Skip "action_and_metadata" for every bulk index documents via http api & other bulk loading questions


(Aditya Alurkar) #1

I am trying to bulk load a large number of documents (15Billion+) into ES
cluster via the http bulk api. Per the docs I generate batches of documents
to comply with the format

{action.....}
{document......}
{action.....}
{document......}
{action.....}
{document......}
{action.....}
{document......}
{action.....}
{document......}
{action.....}
{document......}
{action.....}
{document......}

Is it possible to mark the {action....} clause for an entire group of
{document......} i.e. generate the payload to look like

{action.....}
{document......}
{document......}
{document......}
{document......}
{document......}
{document......}
{document......}
{document......}

If this is not supported :
1 - are there alternatives which would allow me to index my data w/o having
to repeat the same action, which in my case is "index" ?
2 - I am currently using urllib2 via python to insert the documents via
http api, would pyes be better/more efficient?
3 - in addition to disabling or increasing index.refresh_interval, dropping
the replica and evenly distributing the posts to all nodes of the cluster
are there any other optimizations I should consider to improve perf?

-Adi

--
You received this message because you are subscribed to the Google Groups "elasticsearch" group.
To unsubscribe from this group and stop receiving emails from it, send an email to elasticsearch+unsubscribe@googlegroups.com.
For more options, visit https://groups.google.com/groups/opt_out.


(Honza Král) #2

Hi,

On Wed, Nov 13, 2013 at 1:44 AM, Aditya Alurkar alurkar@gmail.com wrote:

I am trying to bulk load a large number of documents (15Billion+) into ES
cluster via the http bulk api. Per the docs I generate batches of documents
to comply with the format

{action.....}
{document......}
{action.....}
{document......}
{action.....}
{document......}
{action.....}
{document......}
{action.....}
{document......}
{action.....}
{document......}
{action.....}
{document......}

Is it possible to mark the {action....} clause for an entire group of
{document......} i.e. generate the payload to look like

{action.....}
{document......}
{document......}
{document......}
{document......}
{document......}
{document......}
{document......}
{document......}

No, unfortunately this is not supported - the receiving node would then
have to parse every single line, thus defeating the purpose of the format -
the node that receives your request can only parse every second line and
send the relevant payload to a node that will actually handle the request.

If this is not supported :
1 - are there alternatives which would allow me to index my data w/o
having to repeat the same action, which in my case is "index" ?

not on the protocol level, if you are using python however we can take some
of the pain awaw via elasticsearch-py ([0])

0 -
http://elasticsearch-py.readthedocs.org/en/latest/helpers.html#elasticsearch.helpers.bulk_index

2 - I am currently using urllib2 via python to insert the documents via
http api, would pyes be better/more efficient?

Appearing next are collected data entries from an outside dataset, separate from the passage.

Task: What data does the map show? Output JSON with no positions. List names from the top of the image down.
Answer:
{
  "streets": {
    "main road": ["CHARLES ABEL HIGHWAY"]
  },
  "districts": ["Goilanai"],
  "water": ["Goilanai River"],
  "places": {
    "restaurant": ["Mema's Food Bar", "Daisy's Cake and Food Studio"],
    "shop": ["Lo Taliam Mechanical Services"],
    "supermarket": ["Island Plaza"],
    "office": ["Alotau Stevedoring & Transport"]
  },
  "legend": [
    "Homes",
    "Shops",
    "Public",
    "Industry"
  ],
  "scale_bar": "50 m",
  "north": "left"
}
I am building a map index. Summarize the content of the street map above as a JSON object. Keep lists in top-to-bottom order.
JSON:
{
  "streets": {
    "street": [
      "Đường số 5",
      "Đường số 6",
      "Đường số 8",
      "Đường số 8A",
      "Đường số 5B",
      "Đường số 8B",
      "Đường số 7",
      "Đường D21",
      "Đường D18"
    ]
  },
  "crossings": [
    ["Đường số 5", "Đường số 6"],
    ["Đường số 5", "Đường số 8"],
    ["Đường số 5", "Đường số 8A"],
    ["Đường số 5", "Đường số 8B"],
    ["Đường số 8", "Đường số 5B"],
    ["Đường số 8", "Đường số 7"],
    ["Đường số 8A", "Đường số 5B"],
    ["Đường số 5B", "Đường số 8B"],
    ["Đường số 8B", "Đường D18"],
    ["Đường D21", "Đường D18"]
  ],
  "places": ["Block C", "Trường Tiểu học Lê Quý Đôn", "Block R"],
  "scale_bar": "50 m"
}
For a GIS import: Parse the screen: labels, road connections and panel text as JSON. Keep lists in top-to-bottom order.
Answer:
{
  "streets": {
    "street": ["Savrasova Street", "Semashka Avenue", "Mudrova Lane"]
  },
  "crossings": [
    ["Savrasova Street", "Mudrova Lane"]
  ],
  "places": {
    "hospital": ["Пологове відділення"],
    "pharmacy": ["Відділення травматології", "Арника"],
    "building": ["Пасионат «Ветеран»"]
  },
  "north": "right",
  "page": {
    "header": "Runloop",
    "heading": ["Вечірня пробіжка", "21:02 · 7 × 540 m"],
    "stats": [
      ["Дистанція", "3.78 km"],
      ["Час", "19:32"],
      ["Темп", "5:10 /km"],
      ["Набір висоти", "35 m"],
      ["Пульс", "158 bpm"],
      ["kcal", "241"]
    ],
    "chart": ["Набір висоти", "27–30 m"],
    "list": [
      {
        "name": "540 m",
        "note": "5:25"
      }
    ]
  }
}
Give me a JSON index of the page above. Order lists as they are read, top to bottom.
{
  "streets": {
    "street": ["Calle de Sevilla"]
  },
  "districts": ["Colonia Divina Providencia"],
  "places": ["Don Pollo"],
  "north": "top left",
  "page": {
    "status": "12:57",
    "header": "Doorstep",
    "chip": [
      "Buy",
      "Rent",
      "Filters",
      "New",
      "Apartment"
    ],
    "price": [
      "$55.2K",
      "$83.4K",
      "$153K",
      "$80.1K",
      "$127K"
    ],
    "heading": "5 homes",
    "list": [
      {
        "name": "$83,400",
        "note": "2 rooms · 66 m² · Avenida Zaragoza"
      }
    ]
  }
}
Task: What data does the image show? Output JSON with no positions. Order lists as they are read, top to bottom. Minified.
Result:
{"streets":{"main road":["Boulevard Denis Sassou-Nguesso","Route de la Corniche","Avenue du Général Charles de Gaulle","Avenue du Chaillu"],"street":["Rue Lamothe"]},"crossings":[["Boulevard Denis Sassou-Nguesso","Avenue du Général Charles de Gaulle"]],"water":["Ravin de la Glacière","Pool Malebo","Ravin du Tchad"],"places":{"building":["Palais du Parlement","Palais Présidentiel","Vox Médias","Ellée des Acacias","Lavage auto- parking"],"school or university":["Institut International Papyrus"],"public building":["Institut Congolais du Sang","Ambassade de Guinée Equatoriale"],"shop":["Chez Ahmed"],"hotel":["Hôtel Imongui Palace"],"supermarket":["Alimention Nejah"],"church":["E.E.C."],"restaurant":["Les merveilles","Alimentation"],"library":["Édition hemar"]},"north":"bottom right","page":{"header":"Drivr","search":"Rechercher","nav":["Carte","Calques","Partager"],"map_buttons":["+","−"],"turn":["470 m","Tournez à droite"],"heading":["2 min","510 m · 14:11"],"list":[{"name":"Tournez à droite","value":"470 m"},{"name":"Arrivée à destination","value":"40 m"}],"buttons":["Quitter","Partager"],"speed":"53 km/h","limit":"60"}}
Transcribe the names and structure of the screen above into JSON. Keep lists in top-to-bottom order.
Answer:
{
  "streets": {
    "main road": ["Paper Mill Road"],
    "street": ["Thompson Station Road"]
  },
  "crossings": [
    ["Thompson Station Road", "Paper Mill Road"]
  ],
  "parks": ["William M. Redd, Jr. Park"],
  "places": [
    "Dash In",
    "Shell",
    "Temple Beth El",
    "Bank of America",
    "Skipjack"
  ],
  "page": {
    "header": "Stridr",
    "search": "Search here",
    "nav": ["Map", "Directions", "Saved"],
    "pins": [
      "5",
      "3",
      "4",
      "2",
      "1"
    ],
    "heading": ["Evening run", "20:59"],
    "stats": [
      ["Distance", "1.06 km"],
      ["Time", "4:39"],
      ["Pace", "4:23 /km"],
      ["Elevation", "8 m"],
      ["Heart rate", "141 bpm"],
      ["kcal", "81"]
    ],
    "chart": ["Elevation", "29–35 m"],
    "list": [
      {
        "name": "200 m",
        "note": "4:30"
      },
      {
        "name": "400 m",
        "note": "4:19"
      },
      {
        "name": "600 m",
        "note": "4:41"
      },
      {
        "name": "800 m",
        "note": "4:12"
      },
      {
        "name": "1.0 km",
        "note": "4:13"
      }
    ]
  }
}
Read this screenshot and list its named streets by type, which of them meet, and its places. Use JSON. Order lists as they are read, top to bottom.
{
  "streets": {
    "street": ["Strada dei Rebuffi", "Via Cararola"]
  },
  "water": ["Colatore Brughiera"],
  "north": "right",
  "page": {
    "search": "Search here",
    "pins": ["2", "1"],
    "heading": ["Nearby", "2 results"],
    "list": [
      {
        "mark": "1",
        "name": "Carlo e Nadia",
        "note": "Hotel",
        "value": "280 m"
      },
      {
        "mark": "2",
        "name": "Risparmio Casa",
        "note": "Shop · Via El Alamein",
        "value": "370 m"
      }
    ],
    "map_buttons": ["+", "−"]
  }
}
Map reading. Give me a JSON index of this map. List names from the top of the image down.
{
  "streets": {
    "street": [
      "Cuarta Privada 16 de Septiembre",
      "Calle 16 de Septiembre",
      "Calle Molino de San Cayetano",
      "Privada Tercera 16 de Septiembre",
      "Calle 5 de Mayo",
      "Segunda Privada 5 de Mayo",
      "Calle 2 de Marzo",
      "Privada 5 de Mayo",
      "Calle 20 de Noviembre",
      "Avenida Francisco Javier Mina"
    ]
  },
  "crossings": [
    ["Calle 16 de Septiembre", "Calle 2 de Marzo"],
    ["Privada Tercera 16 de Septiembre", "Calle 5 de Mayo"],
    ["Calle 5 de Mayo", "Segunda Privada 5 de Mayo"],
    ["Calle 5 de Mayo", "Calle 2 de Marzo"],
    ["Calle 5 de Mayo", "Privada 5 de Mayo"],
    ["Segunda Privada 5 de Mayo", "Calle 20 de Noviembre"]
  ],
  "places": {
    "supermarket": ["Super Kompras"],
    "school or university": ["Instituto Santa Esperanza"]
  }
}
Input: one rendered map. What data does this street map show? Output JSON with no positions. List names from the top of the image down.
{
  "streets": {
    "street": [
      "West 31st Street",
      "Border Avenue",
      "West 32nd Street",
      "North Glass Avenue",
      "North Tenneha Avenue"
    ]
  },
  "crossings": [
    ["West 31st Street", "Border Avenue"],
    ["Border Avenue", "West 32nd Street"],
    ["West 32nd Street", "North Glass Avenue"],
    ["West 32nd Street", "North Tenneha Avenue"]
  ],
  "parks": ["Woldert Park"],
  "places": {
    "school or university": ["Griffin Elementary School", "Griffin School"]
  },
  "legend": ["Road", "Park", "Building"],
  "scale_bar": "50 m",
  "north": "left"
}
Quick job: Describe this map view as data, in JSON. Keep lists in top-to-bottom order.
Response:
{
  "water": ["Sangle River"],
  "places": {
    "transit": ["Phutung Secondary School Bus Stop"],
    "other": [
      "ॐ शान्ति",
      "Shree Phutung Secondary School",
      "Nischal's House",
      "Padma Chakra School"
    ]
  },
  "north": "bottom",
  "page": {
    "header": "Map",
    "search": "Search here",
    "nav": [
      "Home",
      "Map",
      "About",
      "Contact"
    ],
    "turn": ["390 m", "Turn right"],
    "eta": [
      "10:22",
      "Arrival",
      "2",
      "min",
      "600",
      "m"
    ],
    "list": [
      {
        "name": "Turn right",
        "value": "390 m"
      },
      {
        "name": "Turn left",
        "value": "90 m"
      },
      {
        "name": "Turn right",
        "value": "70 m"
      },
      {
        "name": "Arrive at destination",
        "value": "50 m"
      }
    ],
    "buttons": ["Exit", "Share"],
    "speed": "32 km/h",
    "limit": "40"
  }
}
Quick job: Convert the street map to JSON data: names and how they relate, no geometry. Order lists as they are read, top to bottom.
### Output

we recommend the official client. If you are aiming for best possible
speed, consider the thrift transport - [1]

1 -
http://elasticsearch-py.readthedocs.org/en/latest/transports.html#transport-classes

3 - in addition to disabling or increasing index.refresh_interval,
dropping the replica and evenly distributing the posts to all nodes of the
cluster are there any other optimizations I should consider to improve perf?

also disable flush for the duration of the bulk indexing, don't forget to
turn it back on.

-Adi

--
You received this message because you are subscribed to the Google Groups
"elasticsearch" group.
To unsubscribe from this group and stop receiving emails from it, send an
email to elasticsearch+unsubscribe@googlegroups.com.
For more options, visit https://groups.google.com/groups/opt_out.

--
You received this message because you are subscribed to the Google Groups "elasticsearch" group.
To unsubscribe from this group and stop receiving emails from it, send an email to elasticsearch+unsubscribe@googlegroups.com.
For more options, visit https://groups.google.com/groups/opt_out.


(Jörg Prante) #3

Please use the official python clients.

Monitor also the network interface if you index from a remote host.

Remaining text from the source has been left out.